Sin embargo, la tristeza no termina en Ávila. Son muchas las provincias de España que están viviendo estos días la angustia de los incendios, con miles de personas que han tenido que abandonar sus hogares, permanecer confinadas o ver cómo el fuego amenaza aquello que tanto esfuerzo les ha costado construir. Es imposible no sentir un profundo pesar al comprobar que el mapa de nuestro país vuelve a teñirse de humo y de incertidumbre.

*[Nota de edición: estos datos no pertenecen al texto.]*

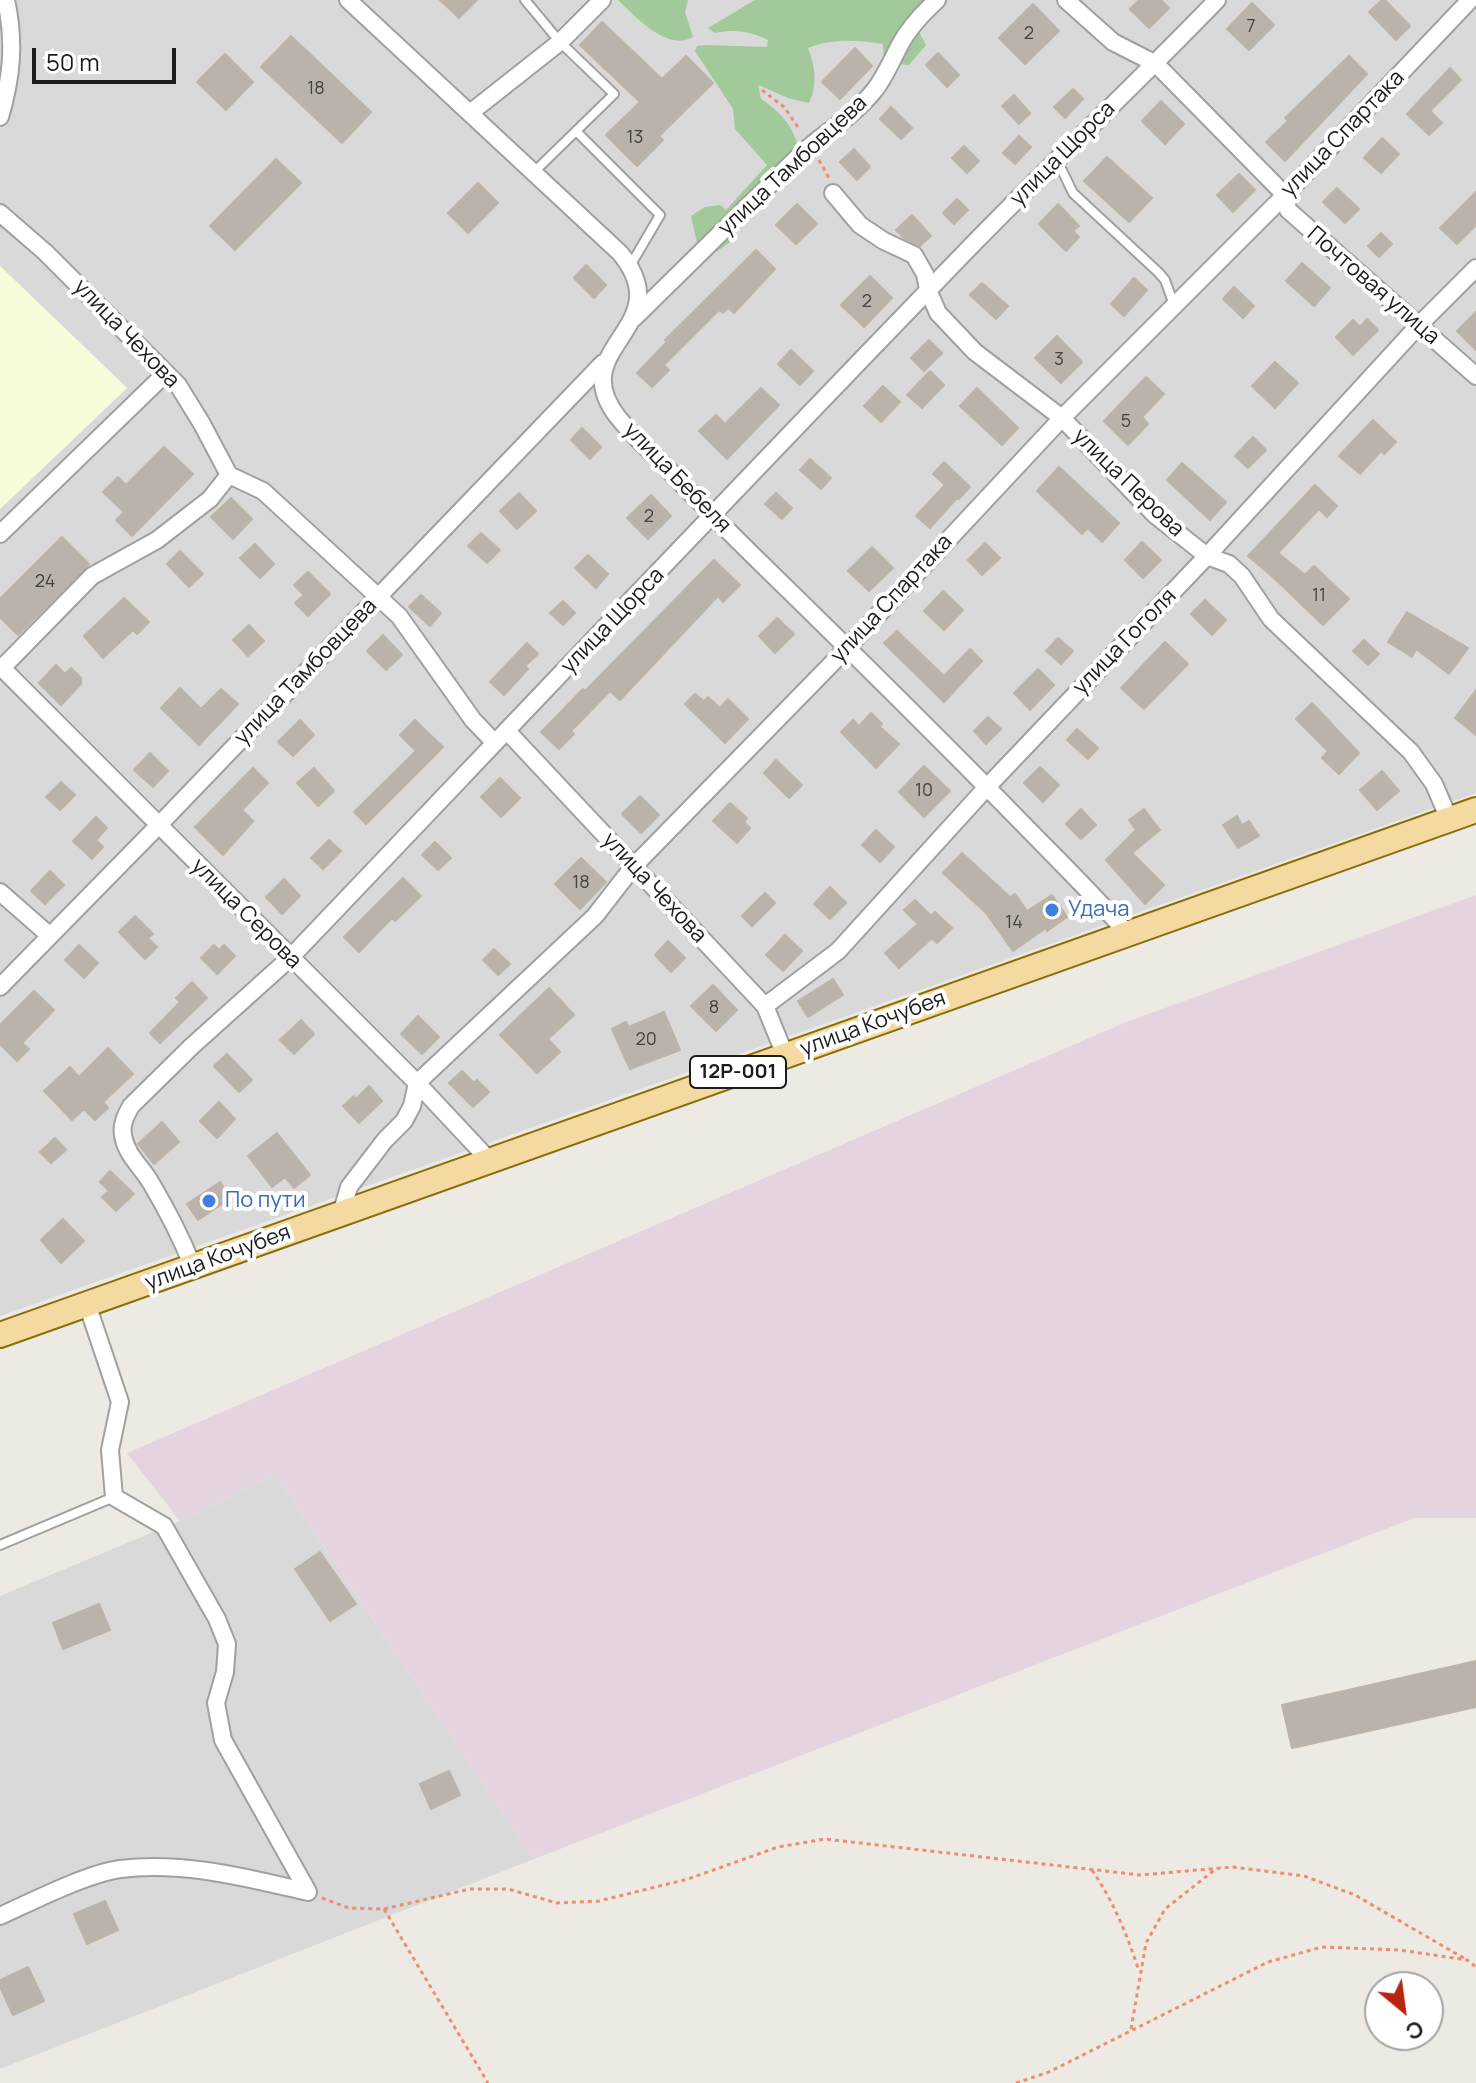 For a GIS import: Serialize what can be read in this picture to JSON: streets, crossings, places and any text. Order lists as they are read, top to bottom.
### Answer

Pero en medio de esta tragedia también aflora lo mejor de nuestra sociedad. Quiero expresar un reconocimiento especial a los bomberos portugueses, que se incorporaron ayer al dispositivo de extinción. Su llegada demuestra que la solidaridad no entiende de fronteras y que, cuando una emergencia golpea, la cooperación entre pueblos se convierte en una de las herramientas más valiosas para proteger vidas.
Mi agradecimiento también a la inmensa mayoría de los empresarios que, lejos de buscar protagonismo, se están coordinando con las administraciones y las organizaciones implicadas para hacer llegar, en el menor tiempo posible, aquello que realmente se necesita. Porque en una emergencia, la generosidad es importante, pero la coordinación convierte esa ayuda en una respuesta realmente eficaz.
Y permitidme una mención muy especial a mi familia de azul, la Policía Nacional. A esos hombres y mujeres que, una vez más, están donde deben estar: evacuando, protegiendo, informando, tranquilizando y acompañando a quienes más lo necesitan. Conozco bien lo que significa vestir ese uniforme y sé que detrás de cada intervención hay mucho más que profesionalidad. Hay vocación de servicio, entrega y un compromiso silencioso que rara vez ocupa titulares, pero que sostiene a nuestra sociedad en los momentos más difíciles.
Mi gratitud se extiende también a los bomberos, brigadas forestales, la UME, Guardia Civil, policías locales, Protección Civil, servicios sanitarios, voluntarios y a todas esas personas anónimas que, sin esperar reconocimiento alguno, están dando lo mejor de sí mismas para proteger vidas y minimizar las consecuencias de esta tragedia.
Las llamas acabarán extinguiéndose. Ojalá sea pronto. Pero lo verdaderamente importante será que no se apague también nuestra memoria. No podemos resignarnos a que cada verano sea una sucesión de incendios, evacuaciones, pérdidas y promesas que se olvidan cuando llega el otoño.
Ha llegado el momento de aprender de una vez por todas. De invertir en prevención, en la gestión de nuestros montes, en más recursos humanos y materiales, en tecnología, en coordinación y en una planificación capaz de anticiparse a las emergencias, en lugar de limitarse a reaccionar cuando ya es demasiado tarde. El cambio climático aumenta el riesgo, pero la falta de previsión multiplica sus consecuencias.
Porque no podemos impedir que exista el fuego, pero sí podemos evitar que la falta de previsión convierta cada verano en una tragedia anunciada. Se lo debemos a quienes hoy lo han perdido todo y a quienes, con enorme profesionalidad y entrega, arriesgan su vida para proteger la de los demás. Que esta tragedia no quede solo en el recuerdo ni en las cifras. Que sea, por fin, el punto de inflexión para hacer las cosas de otra manera. Solo así podremos decir que, de tanto dolor, fuimos capaces de aprender.